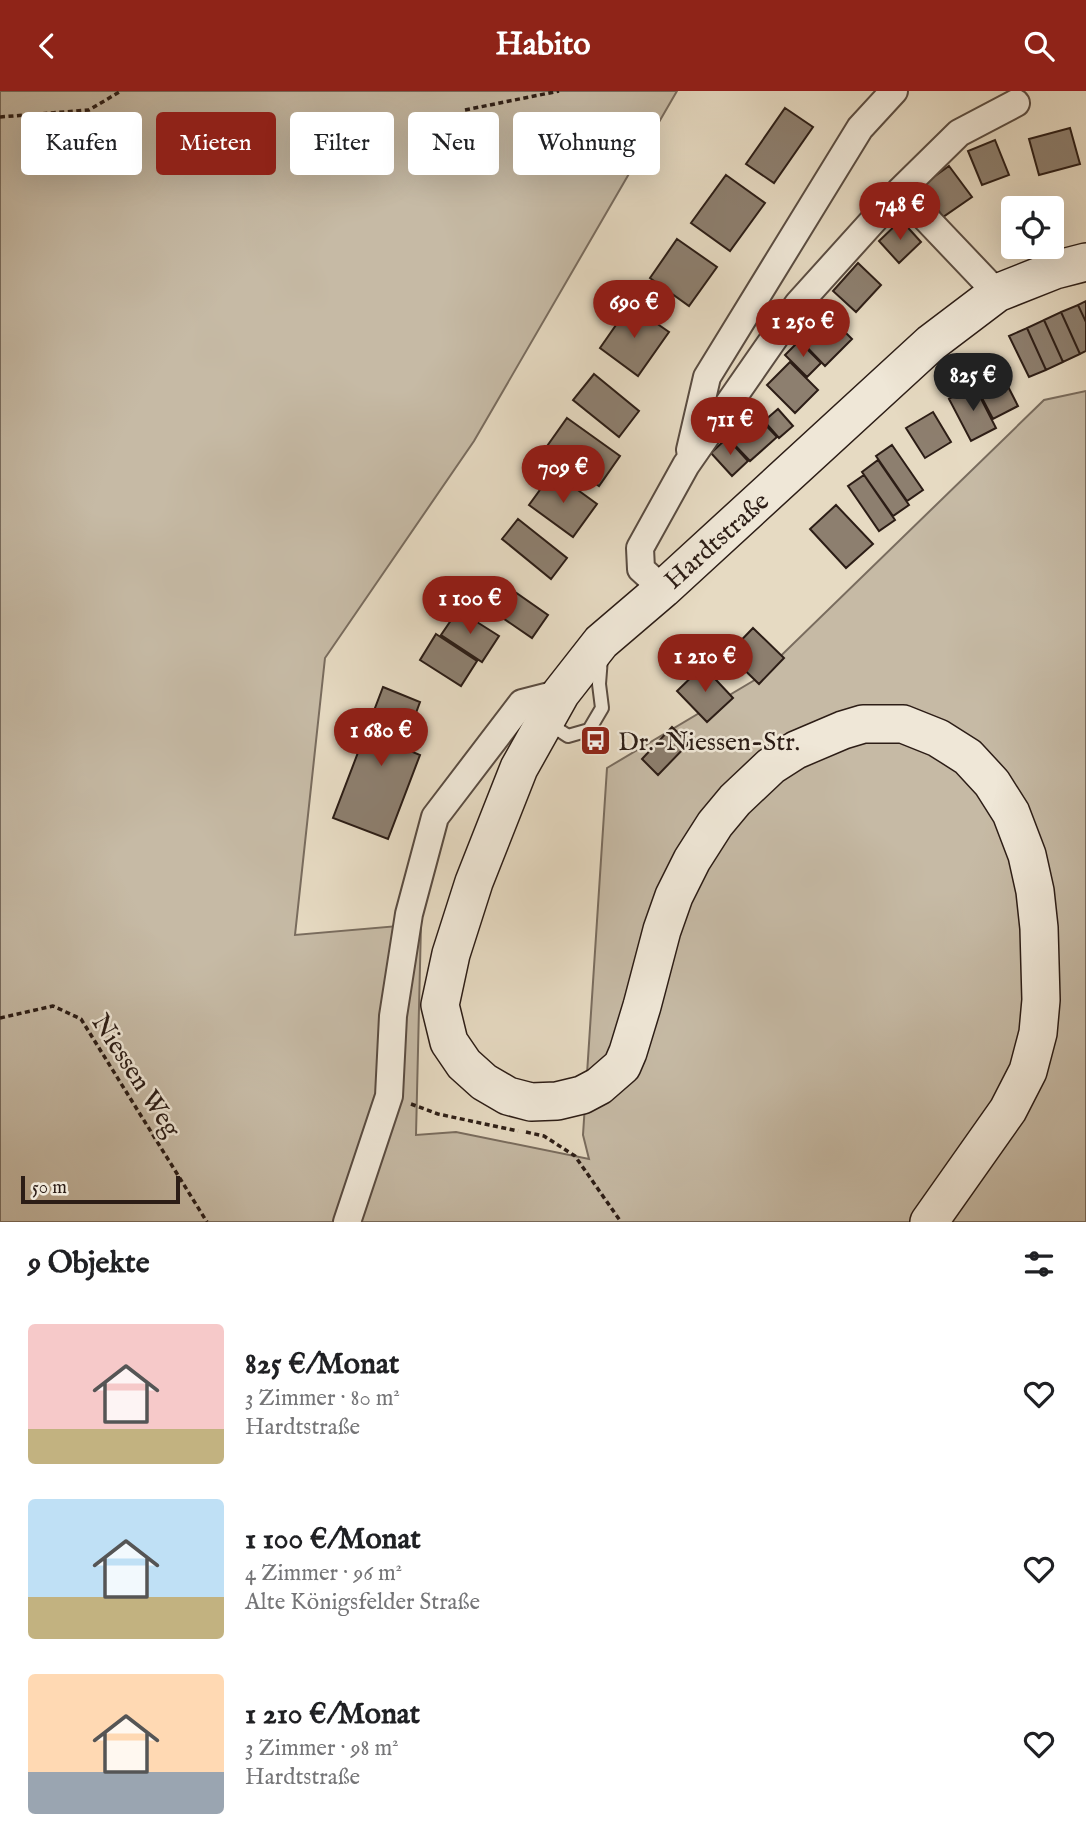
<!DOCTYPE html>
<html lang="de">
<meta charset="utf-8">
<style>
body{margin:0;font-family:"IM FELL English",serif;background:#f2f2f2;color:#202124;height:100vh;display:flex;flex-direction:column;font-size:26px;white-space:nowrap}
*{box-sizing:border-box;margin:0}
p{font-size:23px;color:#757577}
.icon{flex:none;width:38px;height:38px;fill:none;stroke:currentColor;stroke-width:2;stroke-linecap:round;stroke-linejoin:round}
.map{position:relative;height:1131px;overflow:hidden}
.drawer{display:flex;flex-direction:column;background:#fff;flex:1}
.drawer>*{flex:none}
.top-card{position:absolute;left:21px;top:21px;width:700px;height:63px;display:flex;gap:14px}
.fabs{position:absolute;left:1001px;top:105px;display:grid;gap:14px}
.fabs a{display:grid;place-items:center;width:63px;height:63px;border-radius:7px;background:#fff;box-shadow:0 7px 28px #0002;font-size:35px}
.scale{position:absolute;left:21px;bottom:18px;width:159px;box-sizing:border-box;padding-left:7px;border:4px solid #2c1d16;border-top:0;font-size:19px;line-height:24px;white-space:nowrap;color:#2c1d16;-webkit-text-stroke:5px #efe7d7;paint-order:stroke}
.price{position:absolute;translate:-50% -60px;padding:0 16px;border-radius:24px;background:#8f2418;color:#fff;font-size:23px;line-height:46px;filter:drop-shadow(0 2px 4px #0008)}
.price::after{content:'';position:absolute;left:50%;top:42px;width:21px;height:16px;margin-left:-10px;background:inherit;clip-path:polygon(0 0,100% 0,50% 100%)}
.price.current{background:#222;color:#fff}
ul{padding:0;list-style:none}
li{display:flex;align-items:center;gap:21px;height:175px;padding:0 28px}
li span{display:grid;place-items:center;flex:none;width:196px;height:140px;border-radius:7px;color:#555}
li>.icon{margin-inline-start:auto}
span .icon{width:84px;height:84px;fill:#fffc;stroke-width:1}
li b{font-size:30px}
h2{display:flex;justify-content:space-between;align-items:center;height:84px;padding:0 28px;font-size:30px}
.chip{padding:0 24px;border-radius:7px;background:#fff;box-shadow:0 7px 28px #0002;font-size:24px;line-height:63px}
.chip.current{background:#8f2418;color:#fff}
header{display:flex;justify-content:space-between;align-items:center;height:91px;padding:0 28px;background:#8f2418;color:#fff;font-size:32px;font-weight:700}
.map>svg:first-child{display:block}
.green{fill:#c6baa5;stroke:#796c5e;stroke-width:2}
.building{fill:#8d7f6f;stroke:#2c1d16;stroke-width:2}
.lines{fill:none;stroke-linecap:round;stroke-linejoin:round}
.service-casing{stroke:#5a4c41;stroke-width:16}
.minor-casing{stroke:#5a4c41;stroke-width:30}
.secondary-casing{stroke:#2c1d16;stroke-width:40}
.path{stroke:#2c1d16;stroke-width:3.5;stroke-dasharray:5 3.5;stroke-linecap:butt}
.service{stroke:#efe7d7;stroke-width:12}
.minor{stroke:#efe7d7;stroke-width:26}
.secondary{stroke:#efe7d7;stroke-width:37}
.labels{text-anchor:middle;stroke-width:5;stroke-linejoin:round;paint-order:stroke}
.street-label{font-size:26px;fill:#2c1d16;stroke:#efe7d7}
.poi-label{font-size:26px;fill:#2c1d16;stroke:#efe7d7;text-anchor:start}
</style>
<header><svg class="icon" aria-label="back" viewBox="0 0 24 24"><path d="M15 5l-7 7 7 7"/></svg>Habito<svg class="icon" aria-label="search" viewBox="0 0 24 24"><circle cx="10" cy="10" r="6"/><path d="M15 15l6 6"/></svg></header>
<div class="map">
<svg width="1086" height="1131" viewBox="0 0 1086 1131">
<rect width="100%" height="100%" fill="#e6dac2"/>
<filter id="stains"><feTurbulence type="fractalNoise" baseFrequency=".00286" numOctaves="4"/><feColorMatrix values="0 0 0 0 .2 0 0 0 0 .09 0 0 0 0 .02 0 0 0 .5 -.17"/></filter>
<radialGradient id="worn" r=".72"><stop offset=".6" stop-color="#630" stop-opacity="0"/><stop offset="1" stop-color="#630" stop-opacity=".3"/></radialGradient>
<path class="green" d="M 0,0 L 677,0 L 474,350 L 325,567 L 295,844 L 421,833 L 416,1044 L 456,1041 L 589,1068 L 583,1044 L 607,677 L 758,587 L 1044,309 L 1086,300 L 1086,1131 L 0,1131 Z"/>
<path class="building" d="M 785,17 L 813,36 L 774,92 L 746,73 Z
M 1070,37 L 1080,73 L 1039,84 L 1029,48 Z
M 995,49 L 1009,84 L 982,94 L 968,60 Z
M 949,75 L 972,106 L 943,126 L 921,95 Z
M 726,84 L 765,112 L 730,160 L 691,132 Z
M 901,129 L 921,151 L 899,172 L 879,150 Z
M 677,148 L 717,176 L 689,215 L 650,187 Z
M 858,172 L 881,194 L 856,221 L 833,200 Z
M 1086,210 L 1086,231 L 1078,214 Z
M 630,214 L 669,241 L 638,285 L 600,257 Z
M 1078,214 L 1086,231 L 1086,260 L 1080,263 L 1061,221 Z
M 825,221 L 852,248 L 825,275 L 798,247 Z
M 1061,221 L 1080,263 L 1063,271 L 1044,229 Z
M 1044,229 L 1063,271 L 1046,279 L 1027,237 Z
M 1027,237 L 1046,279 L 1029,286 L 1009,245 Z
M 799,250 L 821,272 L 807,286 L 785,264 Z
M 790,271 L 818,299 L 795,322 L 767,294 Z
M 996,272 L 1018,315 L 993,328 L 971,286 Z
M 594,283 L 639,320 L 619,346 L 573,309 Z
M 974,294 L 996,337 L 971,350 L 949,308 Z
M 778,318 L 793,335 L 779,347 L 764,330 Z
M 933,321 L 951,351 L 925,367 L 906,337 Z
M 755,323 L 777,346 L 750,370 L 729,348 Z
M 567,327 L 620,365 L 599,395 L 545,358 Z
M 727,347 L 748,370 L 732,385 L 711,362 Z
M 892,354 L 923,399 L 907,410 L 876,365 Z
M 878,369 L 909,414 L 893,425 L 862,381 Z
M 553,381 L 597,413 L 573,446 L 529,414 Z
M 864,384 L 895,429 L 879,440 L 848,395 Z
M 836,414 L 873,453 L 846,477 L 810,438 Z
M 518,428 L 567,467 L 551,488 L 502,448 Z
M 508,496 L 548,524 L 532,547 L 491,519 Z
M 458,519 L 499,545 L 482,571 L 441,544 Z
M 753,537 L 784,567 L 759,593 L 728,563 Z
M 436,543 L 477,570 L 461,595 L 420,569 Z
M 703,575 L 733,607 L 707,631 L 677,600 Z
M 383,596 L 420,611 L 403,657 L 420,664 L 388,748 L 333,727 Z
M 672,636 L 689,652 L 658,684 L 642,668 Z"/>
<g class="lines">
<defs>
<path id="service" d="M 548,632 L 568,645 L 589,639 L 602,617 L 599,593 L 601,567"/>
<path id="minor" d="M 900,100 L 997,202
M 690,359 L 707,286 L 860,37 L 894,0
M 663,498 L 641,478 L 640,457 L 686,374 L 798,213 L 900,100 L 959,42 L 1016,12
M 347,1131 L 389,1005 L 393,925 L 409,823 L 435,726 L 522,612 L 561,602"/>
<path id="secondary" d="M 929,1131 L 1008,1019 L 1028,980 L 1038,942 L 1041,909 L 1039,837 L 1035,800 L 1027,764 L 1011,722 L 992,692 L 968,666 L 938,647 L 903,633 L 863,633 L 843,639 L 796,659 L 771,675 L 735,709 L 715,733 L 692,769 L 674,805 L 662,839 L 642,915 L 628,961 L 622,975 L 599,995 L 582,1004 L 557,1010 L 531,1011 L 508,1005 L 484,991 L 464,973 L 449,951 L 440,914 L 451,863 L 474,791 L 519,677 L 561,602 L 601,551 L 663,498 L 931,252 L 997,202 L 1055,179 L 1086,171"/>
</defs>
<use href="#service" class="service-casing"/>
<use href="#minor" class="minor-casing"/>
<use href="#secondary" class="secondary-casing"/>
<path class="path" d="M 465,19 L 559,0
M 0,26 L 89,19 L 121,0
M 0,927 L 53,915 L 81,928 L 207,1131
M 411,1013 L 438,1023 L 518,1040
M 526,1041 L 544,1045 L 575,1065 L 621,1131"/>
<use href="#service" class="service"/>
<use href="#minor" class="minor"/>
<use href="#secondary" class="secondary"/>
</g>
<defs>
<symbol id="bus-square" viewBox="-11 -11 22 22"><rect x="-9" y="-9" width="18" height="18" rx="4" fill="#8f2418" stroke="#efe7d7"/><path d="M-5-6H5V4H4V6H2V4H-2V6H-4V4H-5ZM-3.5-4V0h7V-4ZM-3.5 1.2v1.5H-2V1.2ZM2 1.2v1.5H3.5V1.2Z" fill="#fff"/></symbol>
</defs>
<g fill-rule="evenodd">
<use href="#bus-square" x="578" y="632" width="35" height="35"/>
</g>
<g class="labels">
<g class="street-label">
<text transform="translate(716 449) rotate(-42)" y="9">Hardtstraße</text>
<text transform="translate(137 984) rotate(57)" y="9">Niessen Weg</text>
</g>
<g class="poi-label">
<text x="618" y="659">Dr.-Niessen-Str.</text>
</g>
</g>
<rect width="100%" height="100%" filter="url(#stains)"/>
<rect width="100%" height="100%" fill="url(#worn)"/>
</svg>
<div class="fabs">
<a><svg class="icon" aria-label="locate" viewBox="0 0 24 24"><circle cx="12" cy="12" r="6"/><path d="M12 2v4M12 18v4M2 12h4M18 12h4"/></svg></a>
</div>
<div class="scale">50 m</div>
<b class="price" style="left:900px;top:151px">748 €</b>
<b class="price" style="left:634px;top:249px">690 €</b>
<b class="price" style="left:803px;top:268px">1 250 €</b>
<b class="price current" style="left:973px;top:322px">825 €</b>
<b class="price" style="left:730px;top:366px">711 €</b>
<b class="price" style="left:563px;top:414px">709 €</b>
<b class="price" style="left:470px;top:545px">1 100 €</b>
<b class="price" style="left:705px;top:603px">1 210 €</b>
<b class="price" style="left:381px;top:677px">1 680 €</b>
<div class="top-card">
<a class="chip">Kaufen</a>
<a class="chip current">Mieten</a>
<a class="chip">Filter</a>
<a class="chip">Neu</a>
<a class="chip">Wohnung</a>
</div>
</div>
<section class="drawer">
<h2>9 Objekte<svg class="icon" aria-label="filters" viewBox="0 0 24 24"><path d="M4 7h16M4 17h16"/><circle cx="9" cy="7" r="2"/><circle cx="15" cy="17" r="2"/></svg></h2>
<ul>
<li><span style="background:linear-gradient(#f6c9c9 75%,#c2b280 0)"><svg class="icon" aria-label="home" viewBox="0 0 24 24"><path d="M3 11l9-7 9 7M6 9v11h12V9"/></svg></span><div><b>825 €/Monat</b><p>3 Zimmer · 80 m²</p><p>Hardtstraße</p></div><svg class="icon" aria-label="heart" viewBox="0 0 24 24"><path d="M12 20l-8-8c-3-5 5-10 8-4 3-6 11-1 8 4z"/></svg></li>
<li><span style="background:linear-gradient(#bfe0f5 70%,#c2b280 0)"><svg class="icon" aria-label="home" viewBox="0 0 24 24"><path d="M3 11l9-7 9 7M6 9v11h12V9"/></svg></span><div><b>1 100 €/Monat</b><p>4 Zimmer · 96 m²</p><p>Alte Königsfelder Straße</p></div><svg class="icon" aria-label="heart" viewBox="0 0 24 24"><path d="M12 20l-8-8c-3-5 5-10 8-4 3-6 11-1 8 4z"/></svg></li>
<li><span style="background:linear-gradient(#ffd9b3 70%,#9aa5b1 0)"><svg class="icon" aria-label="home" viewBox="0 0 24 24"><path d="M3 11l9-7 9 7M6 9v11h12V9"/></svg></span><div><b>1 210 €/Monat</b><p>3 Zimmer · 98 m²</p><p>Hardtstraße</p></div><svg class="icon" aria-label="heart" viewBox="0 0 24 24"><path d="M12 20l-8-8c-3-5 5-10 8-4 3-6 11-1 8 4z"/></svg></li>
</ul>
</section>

* * *

BRIEF — Lines with "transform": find them in the data and copy each one.

EXERCISE RESPONSE —
<text transform="translate(716 449) rotate(-42)" y="9">Hardtstraße</text>
<text transform="translate(137 984) rotate(57)" y="9">Niessen Weg</text>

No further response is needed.